BEGIN Records to use

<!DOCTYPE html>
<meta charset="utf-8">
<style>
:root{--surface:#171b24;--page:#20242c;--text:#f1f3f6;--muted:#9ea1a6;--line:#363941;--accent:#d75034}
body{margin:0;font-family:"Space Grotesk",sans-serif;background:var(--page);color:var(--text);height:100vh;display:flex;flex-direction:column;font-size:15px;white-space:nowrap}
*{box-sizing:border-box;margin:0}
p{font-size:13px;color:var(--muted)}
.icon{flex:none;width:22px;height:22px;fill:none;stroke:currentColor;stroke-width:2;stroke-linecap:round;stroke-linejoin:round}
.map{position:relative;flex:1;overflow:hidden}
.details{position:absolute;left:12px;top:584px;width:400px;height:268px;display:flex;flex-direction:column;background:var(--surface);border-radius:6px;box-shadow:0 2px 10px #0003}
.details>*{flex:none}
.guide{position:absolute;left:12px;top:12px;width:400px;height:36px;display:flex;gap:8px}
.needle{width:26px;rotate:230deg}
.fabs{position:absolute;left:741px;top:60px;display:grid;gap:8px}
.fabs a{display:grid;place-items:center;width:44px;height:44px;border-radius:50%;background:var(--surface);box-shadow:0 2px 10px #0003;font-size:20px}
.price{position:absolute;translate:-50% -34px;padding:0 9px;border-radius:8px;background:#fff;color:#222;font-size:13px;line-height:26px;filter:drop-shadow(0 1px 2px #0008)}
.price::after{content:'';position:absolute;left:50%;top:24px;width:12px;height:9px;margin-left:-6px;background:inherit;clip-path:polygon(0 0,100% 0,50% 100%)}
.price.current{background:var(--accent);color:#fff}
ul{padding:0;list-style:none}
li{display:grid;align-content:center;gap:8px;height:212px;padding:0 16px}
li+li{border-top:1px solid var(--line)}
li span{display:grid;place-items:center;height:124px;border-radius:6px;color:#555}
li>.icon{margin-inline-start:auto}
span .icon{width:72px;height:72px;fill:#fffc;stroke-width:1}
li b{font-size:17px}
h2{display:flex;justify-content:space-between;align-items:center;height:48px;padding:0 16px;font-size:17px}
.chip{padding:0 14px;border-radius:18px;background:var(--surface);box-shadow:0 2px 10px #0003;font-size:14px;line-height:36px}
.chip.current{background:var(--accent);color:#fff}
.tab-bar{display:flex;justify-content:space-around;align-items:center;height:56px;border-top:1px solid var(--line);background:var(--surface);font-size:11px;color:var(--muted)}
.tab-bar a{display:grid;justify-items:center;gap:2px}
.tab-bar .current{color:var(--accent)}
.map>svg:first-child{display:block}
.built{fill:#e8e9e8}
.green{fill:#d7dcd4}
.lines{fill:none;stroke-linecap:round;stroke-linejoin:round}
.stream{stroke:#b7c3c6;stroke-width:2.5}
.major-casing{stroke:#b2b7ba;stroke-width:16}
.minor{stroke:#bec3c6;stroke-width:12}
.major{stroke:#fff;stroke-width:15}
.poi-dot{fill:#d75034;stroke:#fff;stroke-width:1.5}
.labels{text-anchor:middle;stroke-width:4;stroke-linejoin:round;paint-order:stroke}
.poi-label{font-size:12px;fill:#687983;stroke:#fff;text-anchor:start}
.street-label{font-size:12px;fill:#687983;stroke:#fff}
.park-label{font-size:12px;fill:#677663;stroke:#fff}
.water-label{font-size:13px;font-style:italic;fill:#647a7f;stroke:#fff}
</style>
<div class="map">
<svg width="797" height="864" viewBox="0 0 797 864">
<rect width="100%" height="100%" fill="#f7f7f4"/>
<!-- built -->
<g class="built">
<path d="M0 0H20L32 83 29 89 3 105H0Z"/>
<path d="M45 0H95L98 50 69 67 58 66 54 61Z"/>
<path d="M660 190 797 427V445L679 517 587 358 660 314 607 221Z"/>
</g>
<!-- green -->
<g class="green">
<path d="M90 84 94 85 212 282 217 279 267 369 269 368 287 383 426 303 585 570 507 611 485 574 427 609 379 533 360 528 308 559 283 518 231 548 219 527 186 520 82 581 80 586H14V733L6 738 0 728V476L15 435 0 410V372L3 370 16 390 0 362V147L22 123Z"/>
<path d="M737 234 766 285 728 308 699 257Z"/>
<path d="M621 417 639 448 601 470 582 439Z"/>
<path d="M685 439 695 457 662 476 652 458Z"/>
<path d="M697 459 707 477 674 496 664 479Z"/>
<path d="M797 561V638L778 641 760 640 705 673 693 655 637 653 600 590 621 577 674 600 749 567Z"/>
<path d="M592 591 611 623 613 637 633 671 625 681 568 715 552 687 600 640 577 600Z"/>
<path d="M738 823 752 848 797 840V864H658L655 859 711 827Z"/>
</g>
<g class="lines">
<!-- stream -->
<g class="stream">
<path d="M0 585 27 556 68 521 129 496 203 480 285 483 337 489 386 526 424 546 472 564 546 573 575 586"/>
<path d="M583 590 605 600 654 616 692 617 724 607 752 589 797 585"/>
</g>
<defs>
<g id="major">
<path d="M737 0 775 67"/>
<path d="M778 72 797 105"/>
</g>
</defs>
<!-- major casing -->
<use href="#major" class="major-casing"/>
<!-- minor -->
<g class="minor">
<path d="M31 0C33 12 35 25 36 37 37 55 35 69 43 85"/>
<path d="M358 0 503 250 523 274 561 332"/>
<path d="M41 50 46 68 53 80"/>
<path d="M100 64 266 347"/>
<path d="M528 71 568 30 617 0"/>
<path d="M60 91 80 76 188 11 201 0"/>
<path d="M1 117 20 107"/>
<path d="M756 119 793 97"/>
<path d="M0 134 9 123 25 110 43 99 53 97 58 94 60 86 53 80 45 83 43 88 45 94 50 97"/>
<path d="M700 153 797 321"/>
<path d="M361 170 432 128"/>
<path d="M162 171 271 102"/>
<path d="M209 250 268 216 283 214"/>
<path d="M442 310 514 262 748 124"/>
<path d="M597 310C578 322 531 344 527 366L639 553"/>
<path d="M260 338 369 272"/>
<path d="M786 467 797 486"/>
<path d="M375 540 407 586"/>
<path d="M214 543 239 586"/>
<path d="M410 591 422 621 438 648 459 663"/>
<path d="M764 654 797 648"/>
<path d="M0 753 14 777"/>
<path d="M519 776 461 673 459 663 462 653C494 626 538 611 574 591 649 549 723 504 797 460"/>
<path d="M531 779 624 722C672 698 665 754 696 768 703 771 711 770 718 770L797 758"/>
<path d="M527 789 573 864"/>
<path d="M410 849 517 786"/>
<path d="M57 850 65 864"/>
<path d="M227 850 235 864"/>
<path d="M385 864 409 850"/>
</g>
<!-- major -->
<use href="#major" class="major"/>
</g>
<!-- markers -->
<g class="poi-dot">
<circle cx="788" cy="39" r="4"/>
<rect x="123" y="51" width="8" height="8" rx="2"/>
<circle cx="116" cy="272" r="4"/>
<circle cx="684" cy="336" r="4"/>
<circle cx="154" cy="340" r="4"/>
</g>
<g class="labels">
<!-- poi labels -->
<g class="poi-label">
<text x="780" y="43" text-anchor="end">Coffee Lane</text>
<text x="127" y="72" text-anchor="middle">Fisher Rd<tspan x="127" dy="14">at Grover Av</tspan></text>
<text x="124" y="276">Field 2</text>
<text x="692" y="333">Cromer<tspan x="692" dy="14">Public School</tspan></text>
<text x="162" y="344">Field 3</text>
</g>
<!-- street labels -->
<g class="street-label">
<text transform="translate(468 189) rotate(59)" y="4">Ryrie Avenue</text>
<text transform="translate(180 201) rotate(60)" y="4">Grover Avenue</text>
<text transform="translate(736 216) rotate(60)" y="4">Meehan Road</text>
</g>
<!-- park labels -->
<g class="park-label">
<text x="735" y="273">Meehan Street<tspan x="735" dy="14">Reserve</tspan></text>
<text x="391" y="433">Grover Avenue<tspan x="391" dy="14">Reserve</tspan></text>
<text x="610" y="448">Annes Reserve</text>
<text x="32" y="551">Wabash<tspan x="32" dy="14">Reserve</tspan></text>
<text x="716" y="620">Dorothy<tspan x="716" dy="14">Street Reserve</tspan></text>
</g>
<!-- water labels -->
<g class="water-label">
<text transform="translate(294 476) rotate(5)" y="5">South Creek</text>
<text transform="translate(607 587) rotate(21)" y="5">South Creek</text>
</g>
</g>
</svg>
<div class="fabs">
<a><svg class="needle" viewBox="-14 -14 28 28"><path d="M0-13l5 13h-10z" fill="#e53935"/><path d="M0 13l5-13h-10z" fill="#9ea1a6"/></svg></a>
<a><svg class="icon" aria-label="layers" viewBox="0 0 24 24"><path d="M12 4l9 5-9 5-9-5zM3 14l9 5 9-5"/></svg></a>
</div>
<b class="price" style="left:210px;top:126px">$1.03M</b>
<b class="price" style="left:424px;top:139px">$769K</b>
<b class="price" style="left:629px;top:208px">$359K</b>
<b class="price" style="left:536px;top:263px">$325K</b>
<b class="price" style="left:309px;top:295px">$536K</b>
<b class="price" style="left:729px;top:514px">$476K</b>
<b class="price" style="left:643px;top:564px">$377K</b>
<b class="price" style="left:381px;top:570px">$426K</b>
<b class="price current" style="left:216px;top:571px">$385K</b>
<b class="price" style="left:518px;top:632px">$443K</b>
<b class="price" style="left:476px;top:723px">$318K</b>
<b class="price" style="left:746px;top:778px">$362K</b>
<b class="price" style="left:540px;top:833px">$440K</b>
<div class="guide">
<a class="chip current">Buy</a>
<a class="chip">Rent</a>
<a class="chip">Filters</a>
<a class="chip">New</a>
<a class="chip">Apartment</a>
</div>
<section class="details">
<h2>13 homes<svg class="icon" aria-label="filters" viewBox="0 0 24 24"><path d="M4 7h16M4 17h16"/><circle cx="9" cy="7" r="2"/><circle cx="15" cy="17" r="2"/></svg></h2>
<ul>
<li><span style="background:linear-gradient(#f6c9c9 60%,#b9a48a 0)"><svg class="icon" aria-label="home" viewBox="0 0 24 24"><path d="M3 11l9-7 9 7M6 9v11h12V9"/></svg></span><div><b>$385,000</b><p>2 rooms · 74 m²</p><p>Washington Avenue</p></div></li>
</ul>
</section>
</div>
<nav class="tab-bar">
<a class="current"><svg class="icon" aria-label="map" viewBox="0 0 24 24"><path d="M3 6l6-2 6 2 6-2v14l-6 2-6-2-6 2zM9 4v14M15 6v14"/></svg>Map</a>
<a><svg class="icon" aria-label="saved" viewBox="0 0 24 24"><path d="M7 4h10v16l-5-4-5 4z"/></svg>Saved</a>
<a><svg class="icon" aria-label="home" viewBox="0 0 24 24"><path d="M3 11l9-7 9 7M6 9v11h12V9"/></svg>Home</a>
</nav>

END Records to use

_Aim of the task_
From the listing above, work out the number of lines that contain "linecap" and give only that.

_Exercise result_
2